## PROBLEM
Output the data in full. Keep every entry exactly as written.

/---

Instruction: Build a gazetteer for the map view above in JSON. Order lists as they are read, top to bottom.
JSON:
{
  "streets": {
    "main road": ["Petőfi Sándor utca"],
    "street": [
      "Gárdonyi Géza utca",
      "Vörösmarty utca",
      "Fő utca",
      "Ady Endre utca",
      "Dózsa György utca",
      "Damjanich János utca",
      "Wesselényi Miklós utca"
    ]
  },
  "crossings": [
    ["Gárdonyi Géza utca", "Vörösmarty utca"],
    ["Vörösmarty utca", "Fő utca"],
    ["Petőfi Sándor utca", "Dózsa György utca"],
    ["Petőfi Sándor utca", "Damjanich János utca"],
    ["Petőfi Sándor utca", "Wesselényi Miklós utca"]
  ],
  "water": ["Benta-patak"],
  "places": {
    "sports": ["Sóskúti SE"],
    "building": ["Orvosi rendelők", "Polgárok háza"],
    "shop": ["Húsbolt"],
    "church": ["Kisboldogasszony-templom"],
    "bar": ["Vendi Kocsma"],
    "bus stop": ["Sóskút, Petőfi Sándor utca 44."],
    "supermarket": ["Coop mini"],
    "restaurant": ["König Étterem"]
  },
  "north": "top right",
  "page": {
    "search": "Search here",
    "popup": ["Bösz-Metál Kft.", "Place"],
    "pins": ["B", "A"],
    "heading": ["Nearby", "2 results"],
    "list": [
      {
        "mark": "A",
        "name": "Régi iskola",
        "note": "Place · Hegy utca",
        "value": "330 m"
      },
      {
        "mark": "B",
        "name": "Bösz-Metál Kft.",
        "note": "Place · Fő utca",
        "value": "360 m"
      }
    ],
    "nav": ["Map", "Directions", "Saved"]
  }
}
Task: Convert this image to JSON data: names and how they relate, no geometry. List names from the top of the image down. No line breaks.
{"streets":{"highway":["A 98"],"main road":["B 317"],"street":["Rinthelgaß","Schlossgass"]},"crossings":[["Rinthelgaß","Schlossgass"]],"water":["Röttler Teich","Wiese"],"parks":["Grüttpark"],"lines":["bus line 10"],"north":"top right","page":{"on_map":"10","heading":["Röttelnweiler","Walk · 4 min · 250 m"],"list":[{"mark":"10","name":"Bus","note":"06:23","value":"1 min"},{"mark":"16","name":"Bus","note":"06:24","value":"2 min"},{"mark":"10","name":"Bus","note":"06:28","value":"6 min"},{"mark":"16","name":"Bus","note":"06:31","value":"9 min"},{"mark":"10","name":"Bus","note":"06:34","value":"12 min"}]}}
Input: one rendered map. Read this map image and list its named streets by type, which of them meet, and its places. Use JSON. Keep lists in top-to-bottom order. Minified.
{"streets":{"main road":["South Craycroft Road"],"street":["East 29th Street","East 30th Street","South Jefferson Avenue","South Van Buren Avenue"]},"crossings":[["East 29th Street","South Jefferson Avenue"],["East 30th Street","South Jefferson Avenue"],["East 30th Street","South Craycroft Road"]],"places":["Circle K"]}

\---

## SOLUTION FOR THIS PROBLEM
Instruction: Build a gazetteer for the map view above in JSON. Order lists as they are read, top to bottom.
JSON:
{
  "streets": {
    "main road": ["Petőfi Sándor utca"],
    "street": [
      "Gárdonyi Géza utca",
      "Vörösmarty utca",
      "Fő utca",
      "Ady Endre utca",
      "Dózsa György utca",
      "Damjanich János utca",
      "Wesselényi Miklós utca"
    ]
  },
  "crossings": [
    ["Gárdonyi Géza utca", "Vörösmarty utca"],
    ["Vörösmarty utca", "Fő utca"],
    ["Petőfi Sándor utca", "Dózsa György utca"],
    ["Petőfi Sándor utca", "Damjanich János utca"],
    ["Petőfi Sándor utca", "Wesselényi Miklós utca"]
  ],
  "water": ["Benta-patak"],
  "places": {
    "sports": ["Sóskúti SE"],
    "building": ["Orvosi rendelők", "Polgárok háza"],
    "shop": ["Húsbolt"],
    "church": ["Kisboldogasszony-templom"],
    "bar": ["Vendi Kocsma"],
    "bus stop": ["Sóskút, Petőfi Sándor utca 44."],
    "supermarket": ["Coop mini"],
    "restaurant": ["König Étterem"]
  },
  "north": "top right",
  "page": {
    "search": "Search here",
    "popup": ["Bösz-Metál Kft.", "Place"],
    "pins": ["B", "A"],
    "heading": ["Nearby", "2 results"],
    "list": [
      {
        "mark": "A",
        "name": "Régi iskola",
        "note": "Place · Hegy utca",
        "value": "330 m"
      },
      {
        "mark": "B",
        "name": "Bösz-Metál Kft.",
        "note": "Place · Fő utca",
        "value": "360 m"
      }
    ],
    "nav": ["Map", "Directions", "Saved"]
  }
}
Task: Convert this image to JSON data: names and how they relate, no geometry. List names from the top of the image down. No line breaks.
{"streets":{"highway":["A 98"],"main road":["B 317"],"street":["Rinthelgaß","Schlossgass"]},"crossings":[["Rinthelgaß","Schlossgass"]],"water":["Röttler Teich","Wiese"],"parks":["Grüttpark"],"lines":["bus line 10"],"north":"top right","page":{"on_map":"10","heading":["Röttelnweiler","Walk · 4 min · 250 m"],"list":[{"mark":"10","name":"Bus","note":"06:23","value":"1 min"},{"mark":"16","name":"Bus","note":"06:24","value":"2 min"},{"mark":"10","name":"Bus","note":"06:28","value":"6 min"},{"mark":"16","name":"Bus","note":"06:31","value":"9 min"},{"mark":"10","name":"Bus","note":"06:34","value":"12 min"}]}}
Input: one rendered map. Read this map image and list its named streets by type, which of them meet, and its places. Use JSON. Keep lists in top-to-bottom order. Minified.
{"streets":{"main road":["South Craycroft Road"],"street":["East 29th Street","East 30th Street","South Jefferson Avenue","South Van Buren Avenue"]},"crossings":[["East 29th Street","South Jefferson Avenue"],["East 30th Street","South Jefferson Avenue"],["East 30th Street","South Craycroft Road"]],"places":["Circle K"]}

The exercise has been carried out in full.